[Goal of the exercise]: The output should be all lines of the entries below in which the word "House" occurs.

[Input data]:

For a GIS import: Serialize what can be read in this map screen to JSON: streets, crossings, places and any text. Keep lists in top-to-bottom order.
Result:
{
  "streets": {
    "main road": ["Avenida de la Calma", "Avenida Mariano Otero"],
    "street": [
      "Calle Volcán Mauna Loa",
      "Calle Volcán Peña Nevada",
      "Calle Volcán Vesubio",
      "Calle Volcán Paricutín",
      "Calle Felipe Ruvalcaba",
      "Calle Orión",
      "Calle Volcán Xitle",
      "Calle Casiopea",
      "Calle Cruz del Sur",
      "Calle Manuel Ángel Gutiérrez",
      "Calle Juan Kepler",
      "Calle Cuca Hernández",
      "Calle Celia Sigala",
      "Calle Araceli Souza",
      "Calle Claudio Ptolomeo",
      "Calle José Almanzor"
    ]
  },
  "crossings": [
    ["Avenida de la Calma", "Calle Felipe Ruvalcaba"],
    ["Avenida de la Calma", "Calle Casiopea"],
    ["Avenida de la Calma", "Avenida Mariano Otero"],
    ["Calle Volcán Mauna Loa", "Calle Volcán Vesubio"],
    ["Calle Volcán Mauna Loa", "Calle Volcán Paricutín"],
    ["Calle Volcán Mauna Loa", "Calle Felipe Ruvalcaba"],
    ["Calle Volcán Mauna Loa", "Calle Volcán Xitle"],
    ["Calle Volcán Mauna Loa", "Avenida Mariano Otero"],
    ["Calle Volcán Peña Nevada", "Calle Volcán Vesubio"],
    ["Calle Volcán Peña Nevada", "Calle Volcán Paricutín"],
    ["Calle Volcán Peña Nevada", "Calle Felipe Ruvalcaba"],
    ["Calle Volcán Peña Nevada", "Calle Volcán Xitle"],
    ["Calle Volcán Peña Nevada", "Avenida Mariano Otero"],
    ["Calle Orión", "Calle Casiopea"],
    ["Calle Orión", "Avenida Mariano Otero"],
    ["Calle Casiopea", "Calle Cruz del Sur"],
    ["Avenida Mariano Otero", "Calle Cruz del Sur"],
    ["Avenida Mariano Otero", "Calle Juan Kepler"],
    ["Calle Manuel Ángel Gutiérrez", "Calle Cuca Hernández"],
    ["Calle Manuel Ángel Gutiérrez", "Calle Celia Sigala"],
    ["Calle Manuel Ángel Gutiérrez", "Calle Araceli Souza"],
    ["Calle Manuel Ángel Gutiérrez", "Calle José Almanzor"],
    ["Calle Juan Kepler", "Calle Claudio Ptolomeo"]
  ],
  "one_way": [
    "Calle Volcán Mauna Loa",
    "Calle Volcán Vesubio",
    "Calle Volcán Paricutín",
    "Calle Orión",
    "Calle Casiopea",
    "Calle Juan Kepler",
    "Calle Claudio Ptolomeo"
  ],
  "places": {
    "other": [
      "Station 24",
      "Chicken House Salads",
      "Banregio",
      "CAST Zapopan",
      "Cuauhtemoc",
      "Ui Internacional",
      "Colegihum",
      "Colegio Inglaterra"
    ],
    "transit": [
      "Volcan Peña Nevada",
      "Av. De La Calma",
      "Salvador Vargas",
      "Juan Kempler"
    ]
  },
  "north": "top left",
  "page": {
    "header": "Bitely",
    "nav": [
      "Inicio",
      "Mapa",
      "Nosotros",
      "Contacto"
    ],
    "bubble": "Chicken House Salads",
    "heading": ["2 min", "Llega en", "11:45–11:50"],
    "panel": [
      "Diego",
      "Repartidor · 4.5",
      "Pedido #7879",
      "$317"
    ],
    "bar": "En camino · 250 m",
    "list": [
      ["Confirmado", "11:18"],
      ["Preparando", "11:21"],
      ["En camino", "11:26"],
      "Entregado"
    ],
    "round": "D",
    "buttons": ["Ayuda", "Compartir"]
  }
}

[Output of the task]:
      "Chicken House Salads",
    "bubble": "Chicken House Salads",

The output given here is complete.